Я знал, что Лэппс, чтобы возбудиться, занимался воровством, но полагал, что им двигала страсть к насилию над женщинами. То, что его привлекали здания определенного типа, — а он действительно выбирал строения одного типа, — приобрело в моих рассуждениях новый смысл. Не являлось ли это для него тем же самым, что заставляет одних увлекаться блондинками, а других — предпочитать мужчин.
Вероятно, Лэппс, забравшись по пожарной лестнице для того, чтобы проникнуть в квартиру Каролины Вильямс, заглянул в ее окно и увидел, как Джордж в спальне избивает женщину. Вероятно, он услышал, как она называла Джорджа по имени, в результате у него и сформировался стереотип «Джордж сделал это», а увидев, как Джордж перерезал ей горло, он еще больше возбудился.
Однако Джордж заметил темную, напоминавшую полицейского фигуру, мелькнувшую в окне, испугался и сбежал. Тогда Лэппс проник в квартиру, излил из себя семя и, движимый навязчивым чувством вины, совершил не укладывающееся в действия нормального человека омовение убитой. Затем он наложил повязки на труп и прихватил с собой кое-что на память, включая нижнее белье и фотоальбом.
Эти новые эротические фантазии сподвигли Лэппса на более высокий уровень сумасшествия, и вторая женщина — Маргарет Джонсон — уже полностью принадлежала ему. На этот раз все от начала до конца было сотворено его руками... хотя, возможно, в его сознании все это также совершил Джордж.
Однако Лэппс испытал печаль и даже некоторую вину, поэтому оставил на стене эту надпись, сделанную губной помадой.

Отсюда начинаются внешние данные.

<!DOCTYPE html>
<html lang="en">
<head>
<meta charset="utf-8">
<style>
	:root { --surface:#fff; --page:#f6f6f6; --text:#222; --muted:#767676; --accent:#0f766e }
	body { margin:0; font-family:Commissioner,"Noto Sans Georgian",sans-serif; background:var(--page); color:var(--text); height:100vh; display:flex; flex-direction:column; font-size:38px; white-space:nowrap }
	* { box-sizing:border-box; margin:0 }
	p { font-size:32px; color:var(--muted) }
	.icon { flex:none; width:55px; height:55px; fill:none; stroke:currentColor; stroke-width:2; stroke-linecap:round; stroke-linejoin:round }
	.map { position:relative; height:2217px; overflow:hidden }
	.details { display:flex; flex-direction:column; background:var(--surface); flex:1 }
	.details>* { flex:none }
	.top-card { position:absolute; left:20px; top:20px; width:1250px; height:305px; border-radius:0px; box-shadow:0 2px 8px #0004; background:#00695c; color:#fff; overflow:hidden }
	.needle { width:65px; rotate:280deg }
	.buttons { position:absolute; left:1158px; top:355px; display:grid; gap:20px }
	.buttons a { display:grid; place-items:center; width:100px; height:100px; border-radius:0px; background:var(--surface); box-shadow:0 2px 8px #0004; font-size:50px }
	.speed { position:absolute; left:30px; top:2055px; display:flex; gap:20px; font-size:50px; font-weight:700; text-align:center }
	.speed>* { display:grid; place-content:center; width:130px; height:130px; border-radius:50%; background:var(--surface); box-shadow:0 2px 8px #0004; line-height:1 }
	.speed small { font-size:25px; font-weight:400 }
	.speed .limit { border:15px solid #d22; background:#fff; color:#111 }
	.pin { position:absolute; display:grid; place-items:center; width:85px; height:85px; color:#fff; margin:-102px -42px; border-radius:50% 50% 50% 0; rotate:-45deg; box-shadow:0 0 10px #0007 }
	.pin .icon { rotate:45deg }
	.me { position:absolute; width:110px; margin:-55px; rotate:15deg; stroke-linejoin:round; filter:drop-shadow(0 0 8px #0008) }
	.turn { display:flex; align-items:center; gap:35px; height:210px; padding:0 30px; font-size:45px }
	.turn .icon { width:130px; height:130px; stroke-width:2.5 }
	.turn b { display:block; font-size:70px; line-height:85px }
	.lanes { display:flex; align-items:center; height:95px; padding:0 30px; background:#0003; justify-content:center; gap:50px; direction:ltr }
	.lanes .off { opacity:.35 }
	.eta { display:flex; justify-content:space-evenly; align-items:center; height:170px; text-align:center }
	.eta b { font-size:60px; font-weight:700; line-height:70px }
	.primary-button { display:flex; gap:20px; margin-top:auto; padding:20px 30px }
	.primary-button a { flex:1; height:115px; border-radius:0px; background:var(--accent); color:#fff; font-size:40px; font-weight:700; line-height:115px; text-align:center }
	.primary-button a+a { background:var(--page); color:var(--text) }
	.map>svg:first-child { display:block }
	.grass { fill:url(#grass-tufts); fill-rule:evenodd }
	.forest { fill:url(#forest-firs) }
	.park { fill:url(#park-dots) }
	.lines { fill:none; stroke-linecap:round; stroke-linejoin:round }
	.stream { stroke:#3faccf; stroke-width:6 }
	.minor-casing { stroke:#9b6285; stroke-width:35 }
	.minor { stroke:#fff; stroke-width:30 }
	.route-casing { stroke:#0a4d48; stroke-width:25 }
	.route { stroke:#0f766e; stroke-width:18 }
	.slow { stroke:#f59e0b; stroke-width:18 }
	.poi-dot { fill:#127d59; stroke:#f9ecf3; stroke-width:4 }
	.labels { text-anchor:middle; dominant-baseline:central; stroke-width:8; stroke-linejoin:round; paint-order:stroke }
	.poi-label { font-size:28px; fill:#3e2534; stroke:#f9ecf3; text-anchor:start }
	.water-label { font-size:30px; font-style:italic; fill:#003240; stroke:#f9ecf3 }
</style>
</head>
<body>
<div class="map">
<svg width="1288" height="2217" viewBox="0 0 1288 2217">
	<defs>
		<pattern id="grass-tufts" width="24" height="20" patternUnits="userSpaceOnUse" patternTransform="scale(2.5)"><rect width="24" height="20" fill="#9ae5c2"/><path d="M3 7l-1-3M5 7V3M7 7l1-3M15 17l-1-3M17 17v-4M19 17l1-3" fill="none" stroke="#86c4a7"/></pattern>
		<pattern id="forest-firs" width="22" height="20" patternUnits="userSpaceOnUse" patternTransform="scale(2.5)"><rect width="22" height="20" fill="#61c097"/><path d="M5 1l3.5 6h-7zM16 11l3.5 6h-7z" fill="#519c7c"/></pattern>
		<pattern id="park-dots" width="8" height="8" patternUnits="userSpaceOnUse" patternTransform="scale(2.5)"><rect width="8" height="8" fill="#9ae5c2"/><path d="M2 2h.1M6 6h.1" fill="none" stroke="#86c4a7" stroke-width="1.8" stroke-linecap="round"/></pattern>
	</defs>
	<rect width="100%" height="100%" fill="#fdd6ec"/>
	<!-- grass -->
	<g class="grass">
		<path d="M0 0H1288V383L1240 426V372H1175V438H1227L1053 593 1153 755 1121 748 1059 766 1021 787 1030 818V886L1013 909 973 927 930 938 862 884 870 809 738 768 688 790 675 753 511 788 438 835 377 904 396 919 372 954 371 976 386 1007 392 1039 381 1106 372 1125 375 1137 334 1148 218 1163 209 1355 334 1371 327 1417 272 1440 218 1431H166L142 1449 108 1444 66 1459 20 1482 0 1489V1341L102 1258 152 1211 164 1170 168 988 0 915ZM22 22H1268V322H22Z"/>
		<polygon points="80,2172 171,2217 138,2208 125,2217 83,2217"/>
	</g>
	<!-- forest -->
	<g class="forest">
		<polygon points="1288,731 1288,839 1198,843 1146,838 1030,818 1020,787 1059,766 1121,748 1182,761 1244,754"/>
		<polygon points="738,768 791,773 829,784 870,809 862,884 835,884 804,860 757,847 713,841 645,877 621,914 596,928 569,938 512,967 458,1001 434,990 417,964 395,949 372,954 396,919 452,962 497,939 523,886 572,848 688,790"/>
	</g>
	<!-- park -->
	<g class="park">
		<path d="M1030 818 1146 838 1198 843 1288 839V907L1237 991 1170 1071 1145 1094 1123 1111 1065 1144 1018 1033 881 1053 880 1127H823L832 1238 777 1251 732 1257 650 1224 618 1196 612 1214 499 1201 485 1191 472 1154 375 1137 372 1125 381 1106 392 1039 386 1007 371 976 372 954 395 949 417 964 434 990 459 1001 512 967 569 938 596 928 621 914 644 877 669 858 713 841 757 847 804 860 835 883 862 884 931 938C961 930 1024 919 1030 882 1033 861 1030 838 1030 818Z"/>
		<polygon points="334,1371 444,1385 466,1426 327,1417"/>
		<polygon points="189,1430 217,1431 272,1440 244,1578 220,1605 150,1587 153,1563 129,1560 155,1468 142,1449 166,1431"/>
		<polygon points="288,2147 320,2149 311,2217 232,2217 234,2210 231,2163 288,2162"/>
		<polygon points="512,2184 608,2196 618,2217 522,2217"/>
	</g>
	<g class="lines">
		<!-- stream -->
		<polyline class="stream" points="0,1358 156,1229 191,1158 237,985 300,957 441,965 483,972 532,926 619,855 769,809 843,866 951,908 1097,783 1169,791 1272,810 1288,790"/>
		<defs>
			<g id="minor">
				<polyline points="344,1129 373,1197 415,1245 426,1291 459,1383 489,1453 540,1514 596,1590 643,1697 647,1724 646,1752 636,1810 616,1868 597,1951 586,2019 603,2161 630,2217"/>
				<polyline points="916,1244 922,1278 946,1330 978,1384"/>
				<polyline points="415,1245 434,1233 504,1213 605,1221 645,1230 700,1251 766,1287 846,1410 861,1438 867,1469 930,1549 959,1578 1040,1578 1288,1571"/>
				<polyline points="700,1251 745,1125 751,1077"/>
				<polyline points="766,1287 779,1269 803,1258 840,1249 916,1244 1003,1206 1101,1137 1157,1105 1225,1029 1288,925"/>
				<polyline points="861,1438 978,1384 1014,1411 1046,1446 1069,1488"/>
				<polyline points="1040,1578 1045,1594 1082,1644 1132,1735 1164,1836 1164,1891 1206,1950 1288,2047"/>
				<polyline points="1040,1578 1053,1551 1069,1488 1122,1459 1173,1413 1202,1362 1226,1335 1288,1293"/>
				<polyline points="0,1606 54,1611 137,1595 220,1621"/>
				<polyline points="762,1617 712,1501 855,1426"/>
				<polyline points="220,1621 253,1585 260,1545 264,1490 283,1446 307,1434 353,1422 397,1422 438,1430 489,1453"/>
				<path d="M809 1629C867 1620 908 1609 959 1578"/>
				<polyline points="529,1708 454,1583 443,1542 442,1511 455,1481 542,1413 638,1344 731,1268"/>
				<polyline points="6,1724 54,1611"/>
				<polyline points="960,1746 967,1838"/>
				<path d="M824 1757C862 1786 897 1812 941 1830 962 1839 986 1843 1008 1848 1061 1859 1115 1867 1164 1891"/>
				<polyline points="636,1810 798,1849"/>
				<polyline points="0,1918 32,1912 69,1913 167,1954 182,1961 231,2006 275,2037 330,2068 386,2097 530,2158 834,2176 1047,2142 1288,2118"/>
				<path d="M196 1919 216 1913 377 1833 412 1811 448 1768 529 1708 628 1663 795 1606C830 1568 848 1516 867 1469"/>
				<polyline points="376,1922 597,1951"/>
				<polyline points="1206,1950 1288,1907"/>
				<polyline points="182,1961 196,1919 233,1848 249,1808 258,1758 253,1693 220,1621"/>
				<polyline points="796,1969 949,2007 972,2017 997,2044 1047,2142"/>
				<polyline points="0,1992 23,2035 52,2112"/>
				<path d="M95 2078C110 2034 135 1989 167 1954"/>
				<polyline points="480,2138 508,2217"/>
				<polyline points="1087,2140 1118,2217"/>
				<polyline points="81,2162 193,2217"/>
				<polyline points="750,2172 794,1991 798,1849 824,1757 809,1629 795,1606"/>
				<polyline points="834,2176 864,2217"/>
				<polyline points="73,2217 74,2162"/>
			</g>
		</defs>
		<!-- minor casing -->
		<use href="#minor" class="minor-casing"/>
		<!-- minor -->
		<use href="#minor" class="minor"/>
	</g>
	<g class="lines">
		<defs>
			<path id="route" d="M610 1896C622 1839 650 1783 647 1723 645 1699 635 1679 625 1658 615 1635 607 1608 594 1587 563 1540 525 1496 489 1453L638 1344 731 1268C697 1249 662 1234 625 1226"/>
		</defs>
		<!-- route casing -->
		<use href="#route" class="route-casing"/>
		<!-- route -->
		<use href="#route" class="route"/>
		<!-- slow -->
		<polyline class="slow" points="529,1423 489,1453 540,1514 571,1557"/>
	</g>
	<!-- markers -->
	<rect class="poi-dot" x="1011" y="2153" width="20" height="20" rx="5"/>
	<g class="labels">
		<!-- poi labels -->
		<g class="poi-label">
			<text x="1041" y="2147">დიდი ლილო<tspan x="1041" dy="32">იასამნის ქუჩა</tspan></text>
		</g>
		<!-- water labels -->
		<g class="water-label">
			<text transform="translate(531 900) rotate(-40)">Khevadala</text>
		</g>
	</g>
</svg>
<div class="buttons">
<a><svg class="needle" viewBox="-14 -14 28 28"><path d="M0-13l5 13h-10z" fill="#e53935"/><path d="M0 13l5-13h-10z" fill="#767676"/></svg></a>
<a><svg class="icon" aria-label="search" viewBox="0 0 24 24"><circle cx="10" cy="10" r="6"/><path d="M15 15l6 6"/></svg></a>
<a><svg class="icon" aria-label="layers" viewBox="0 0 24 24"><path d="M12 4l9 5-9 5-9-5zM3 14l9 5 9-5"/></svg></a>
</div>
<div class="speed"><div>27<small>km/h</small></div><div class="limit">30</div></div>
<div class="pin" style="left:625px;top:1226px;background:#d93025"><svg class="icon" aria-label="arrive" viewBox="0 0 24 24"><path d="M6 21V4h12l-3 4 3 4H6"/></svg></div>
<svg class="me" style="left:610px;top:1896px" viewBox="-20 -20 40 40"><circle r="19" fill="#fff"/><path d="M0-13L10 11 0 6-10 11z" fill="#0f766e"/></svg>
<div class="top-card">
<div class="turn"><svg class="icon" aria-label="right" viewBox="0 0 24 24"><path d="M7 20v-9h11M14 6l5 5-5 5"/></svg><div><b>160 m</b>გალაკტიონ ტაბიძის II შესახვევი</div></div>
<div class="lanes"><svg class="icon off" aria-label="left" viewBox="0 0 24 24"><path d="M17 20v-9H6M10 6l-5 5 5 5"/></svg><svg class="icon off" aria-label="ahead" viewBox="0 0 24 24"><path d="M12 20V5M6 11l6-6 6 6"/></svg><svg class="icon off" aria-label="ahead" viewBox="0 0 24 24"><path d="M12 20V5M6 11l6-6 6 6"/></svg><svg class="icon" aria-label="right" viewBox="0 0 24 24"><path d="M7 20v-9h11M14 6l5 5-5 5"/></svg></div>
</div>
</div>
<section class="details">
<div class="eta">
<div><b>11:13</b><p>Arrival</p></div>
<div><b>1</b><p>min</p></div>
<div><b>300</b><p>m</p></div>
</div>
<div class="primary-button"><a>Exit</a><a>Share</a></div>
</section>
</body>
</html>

Симпатичная медсестра Кэтрин Рейнольдс оказалась более удачливой. Лэппс не смог вторично пойти на убийство и удовлетворился лишь нападением на нее. Может быть, он уже испытал сексуальную разрядку и угрызения совести пробудились в нем еще до возможного убийства. Он даже вернулся назад, чтобы помочь ей.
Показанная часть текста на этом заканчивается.